_PROBLEM REQUIREMENTS_
Return all of the entries word for word, but omit the pictures they contain.

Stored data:

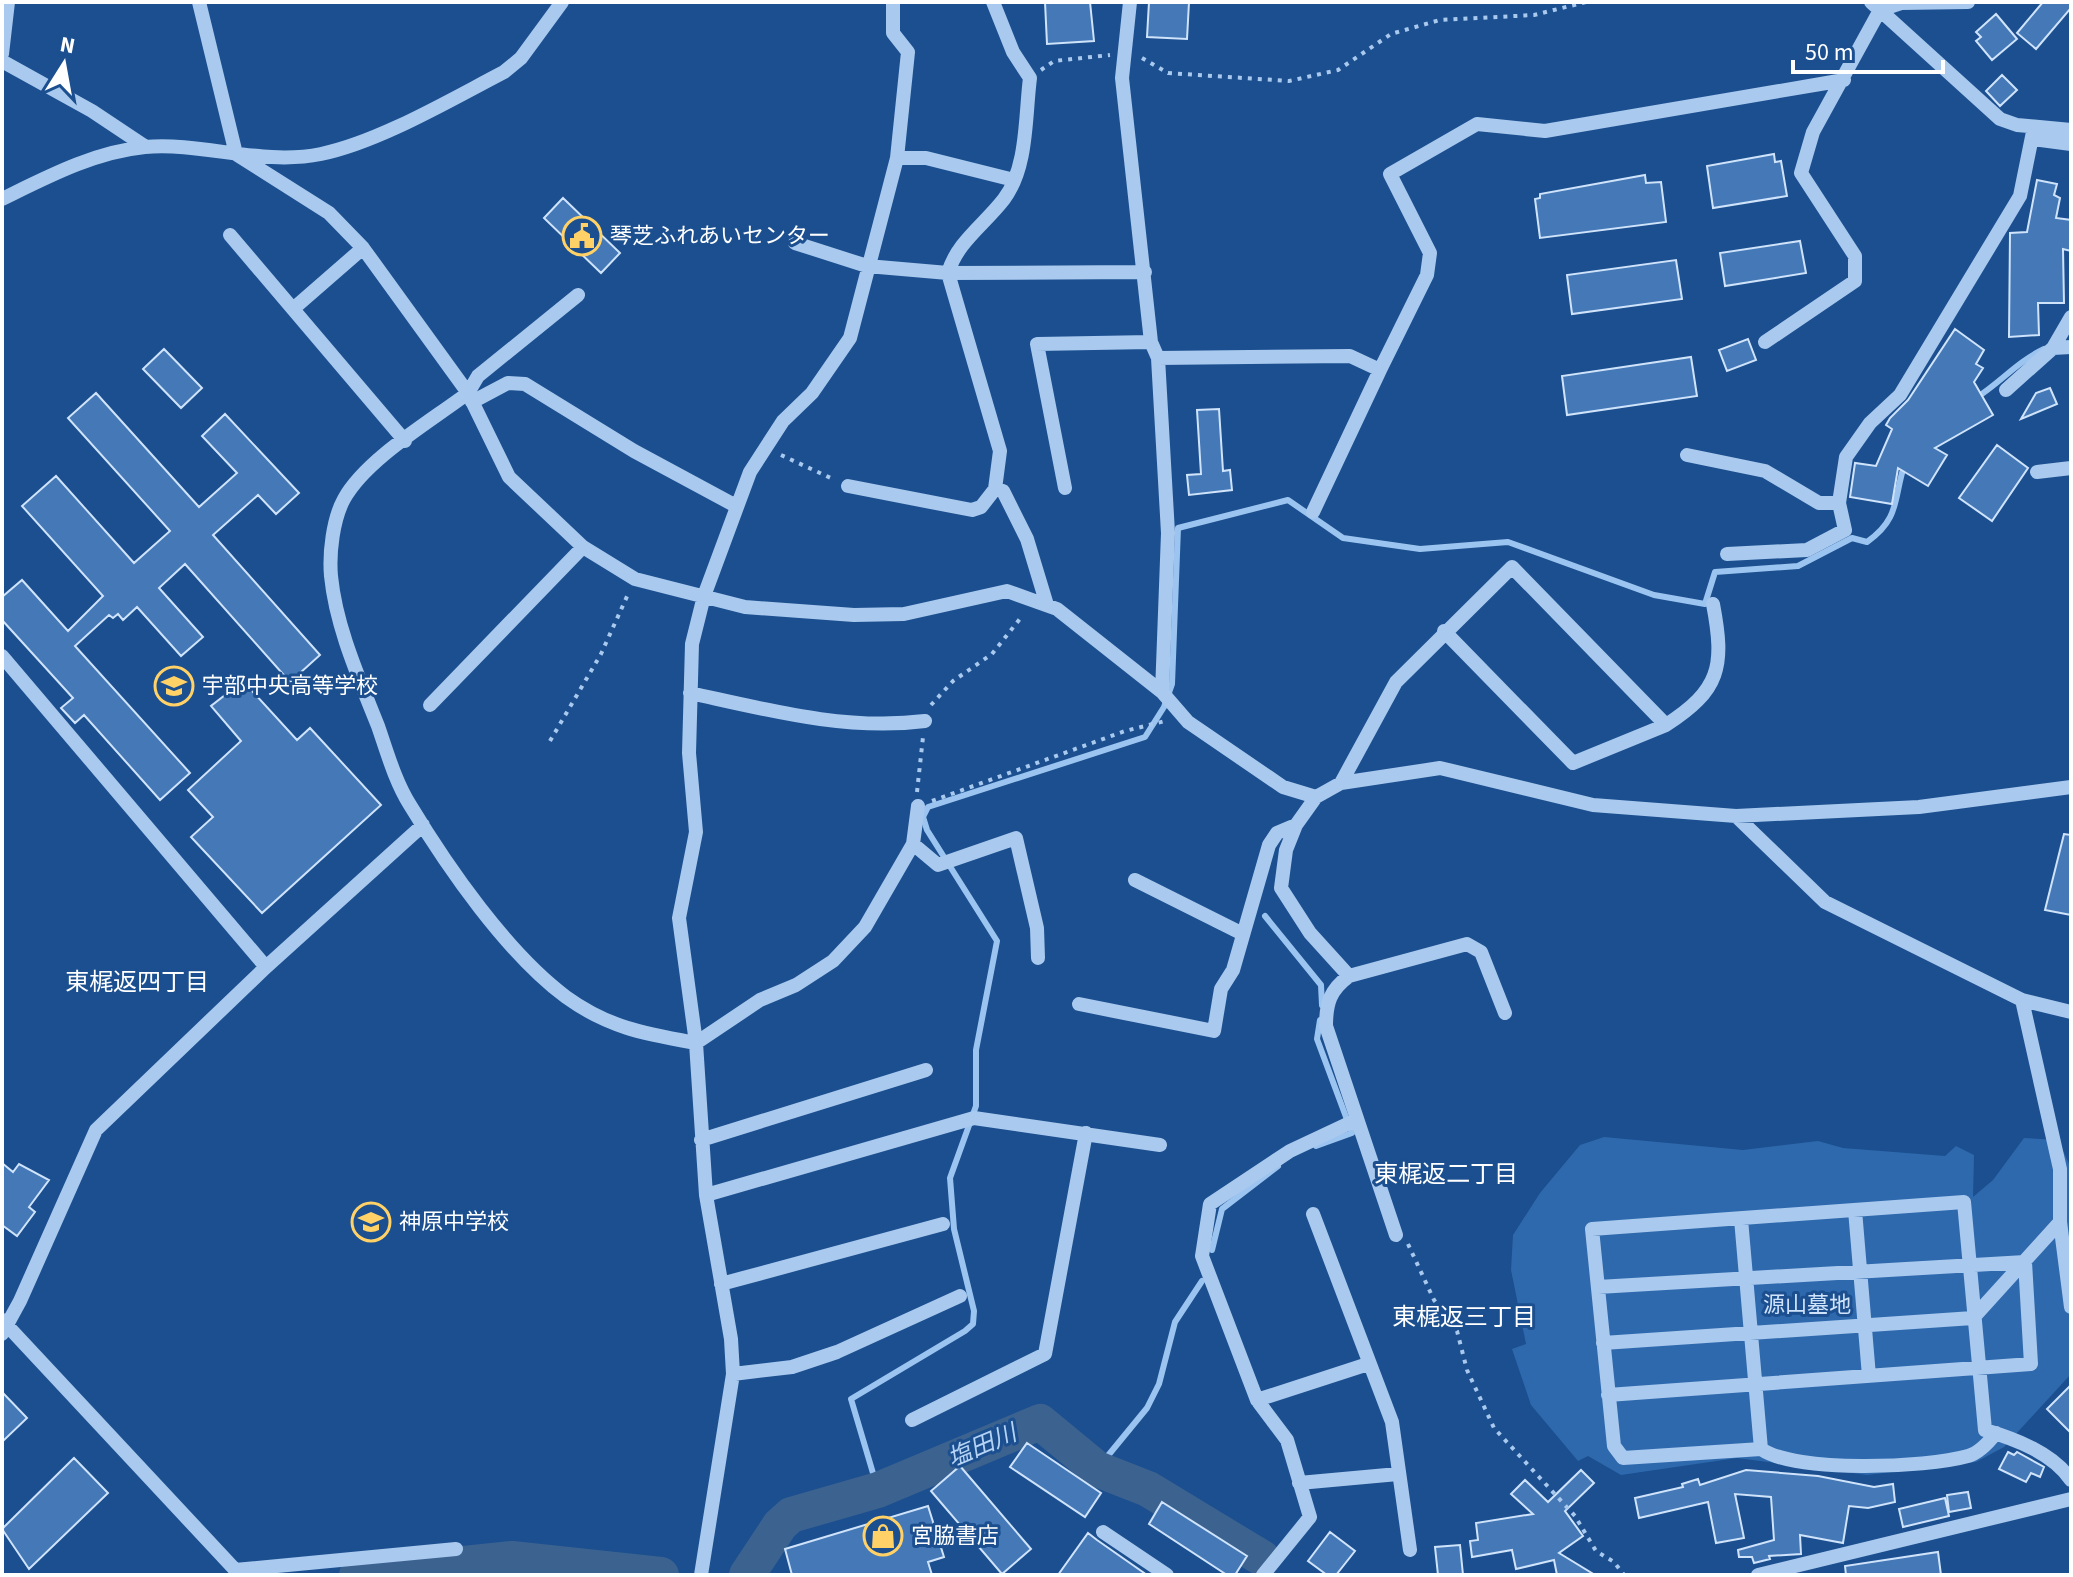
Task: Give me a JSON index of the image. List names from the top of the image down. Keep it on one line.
{"districts":["東梶返四丁目","東梶返二丁目","東梶返三丁目"],"water":["塩田川"],"parks":["源山墓地"],"places":{"public building":["琴芝ふれあいセンター"],"school or university":["宇部中央高等学校","神原中学校"],"shop":["宮脇書店"]},"scale_bar":"50 m","north":"top"}
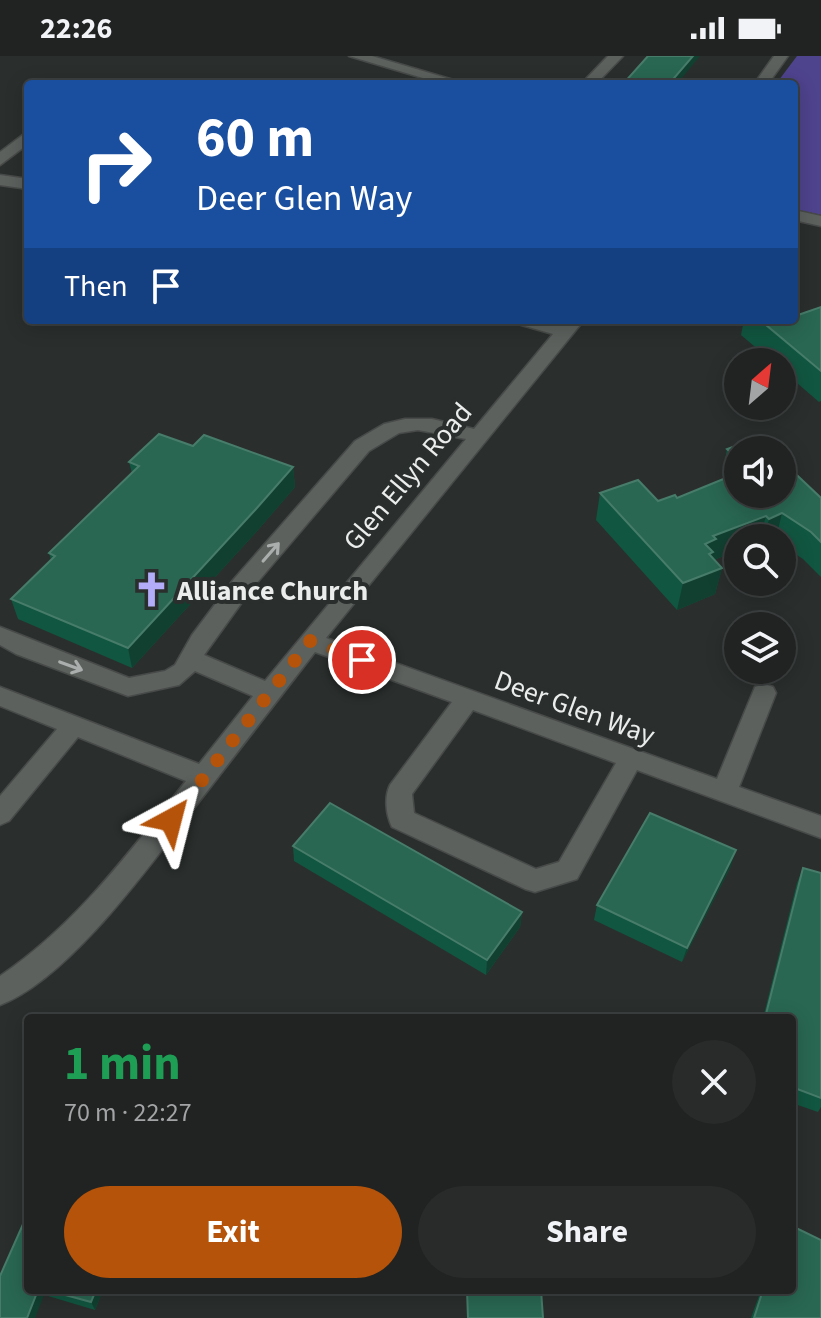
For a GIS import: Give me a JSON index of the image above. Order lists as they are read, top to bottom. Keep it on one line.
{"streets":{"street":["Glen Ellyn Road","Deer Glen Way"]},"crossings":[["Glen Ellyn Road","Deer Glen Way"]],"places":{"church":["Alliance Church"]},"north":"top right","page":{"status":"22:26","turn":["60 m","Deer Glen Way"],"then":"Then","heading":["1 min","70 m · 22:27"],"buttons":["Exit","Share"]}}
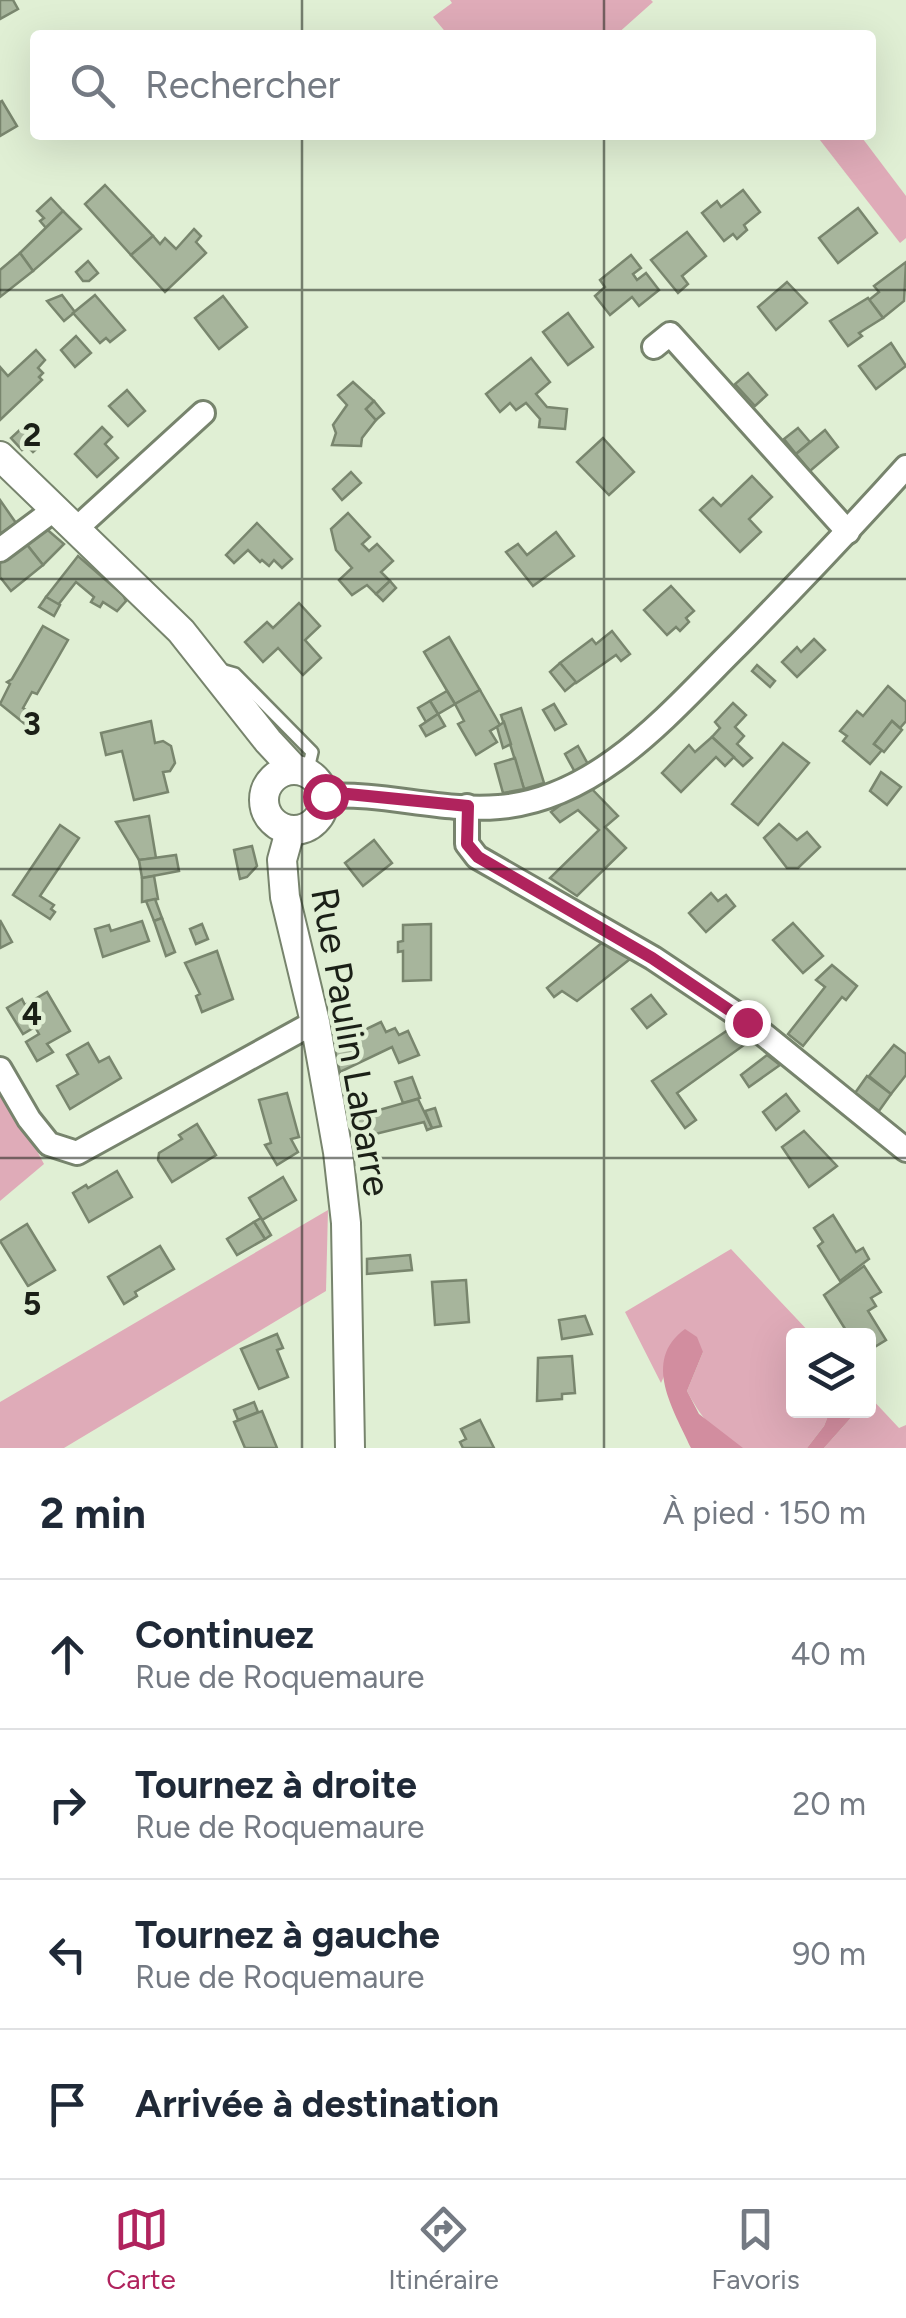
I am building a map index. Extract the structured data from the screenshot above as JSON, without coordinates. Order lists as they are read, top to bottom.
{
  "streets": {
    "street": ["Rue Paulin Labarre"]
  },
  "page": {
    "search": "Rechercher",
    "heading": ["2 min", "À pied · 150 m"],
    "list": [
      ["Continuez", "Rue de Roquemaure", "40 m"],
      ["Tournez à droite", "Rue de Roquemaure", "20 m"],
      ["Tournez à gauche", "Rue de Roquemaure", "90 m"],
      "Arrivée à destination"
    ],
    "nav": ["Carte", "Itinéraire", "Favoris"]
  },
  "grid": {
    "rows": [
      "2",
      "3",
      "4",
      "5"
    ]
  }
}
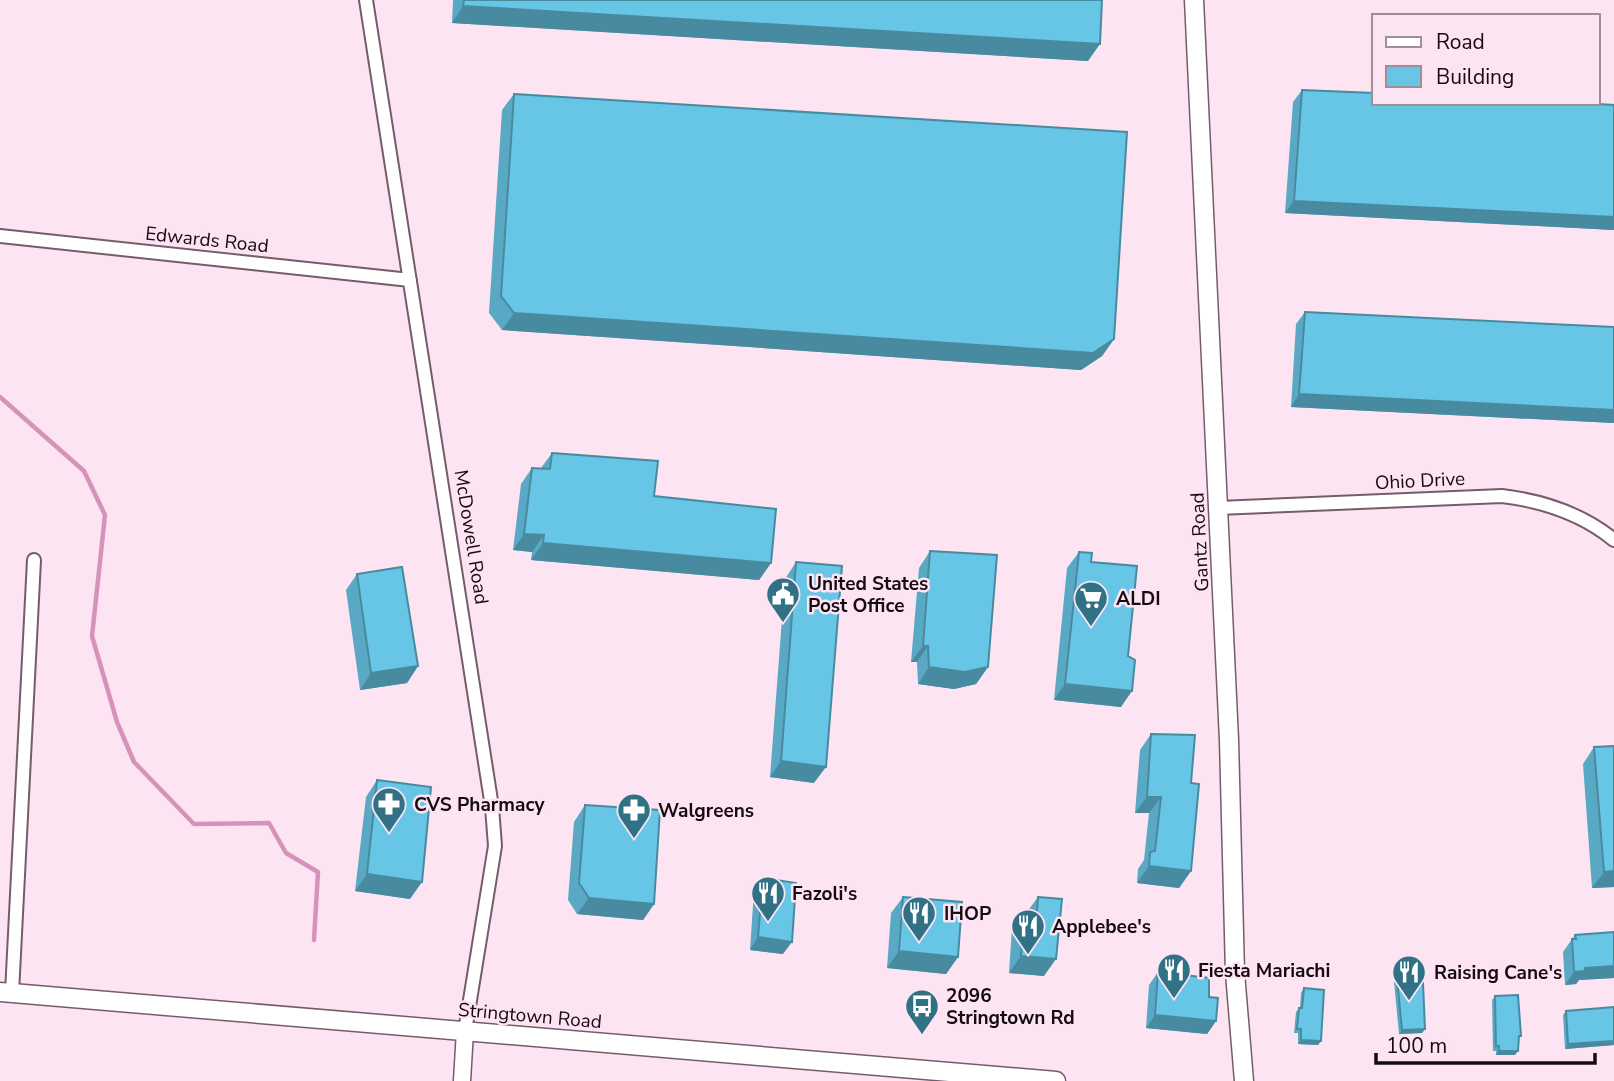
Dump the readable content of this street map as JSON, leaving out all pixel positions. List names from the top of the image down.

_WRITTEN RESPONSE_
Task: Give me a JSON index of the image. List names from the top of the image down. Keep it on one line.
{"districts":["東梶返四丁目","東梶返二丁目","東梶返三丁目"],"water":["塩田川"],"parks":["源山墓地"],"places":{"public building":["琴芝ふれあいセンター"],"school or university":["宇部中央高等学校","神原中学校"],"shop":["宮脇書店"]},"scale_bar":"50 m","north":"top"}
For a GIS import: Give me a JSON index of the image above. Order lists as they are read, top to bottom. Keep it on one line.
{"streets":{"street":["Glen Ellyn Road","Deer Glen Way"]},"crossings":[["Glen Ellyn Road","Deer Glen Way"]],"places":{"church":["Alliance Church"]},"north":"top right","page":{"status":"22:26","turn":["60 m","Deer Glen Way"],"then":"Then","heading":["1 min","70 m · 22:27"],"buttons":["Exit","Share"]}}
I am building a map index. Extract the structured data from the screenshot above as JSON, without coordinates. Order lists as they are read, top to bottom.
{
  "streets": {
    "street": ["Rue Paulin Labarre"]
  },
  "page": {
    "search": "Rechercher",
    "heading": ["2 min", "À pied · 150 m"],
    "list": [
      ["Continuez", "Rue de Roquemaure", "40 m"],
      ["Tournez à droite", "Rue de Roquemaure", "20 m"],
      ["Tournez à gauche", "Rue de Roquemaure", "90 m"],
      "Arrivée à destination"
    ],
    "nav": ["Carte", "Itinéraire", "Favoris"]
  },
  "grid": {
    "rows": [
      "2",
      "3",
      "4",
      "5"
    ]
  }
}
Dump the readable content of this street map as JSON, leaving out all pixel positions. List names from the top of the image down.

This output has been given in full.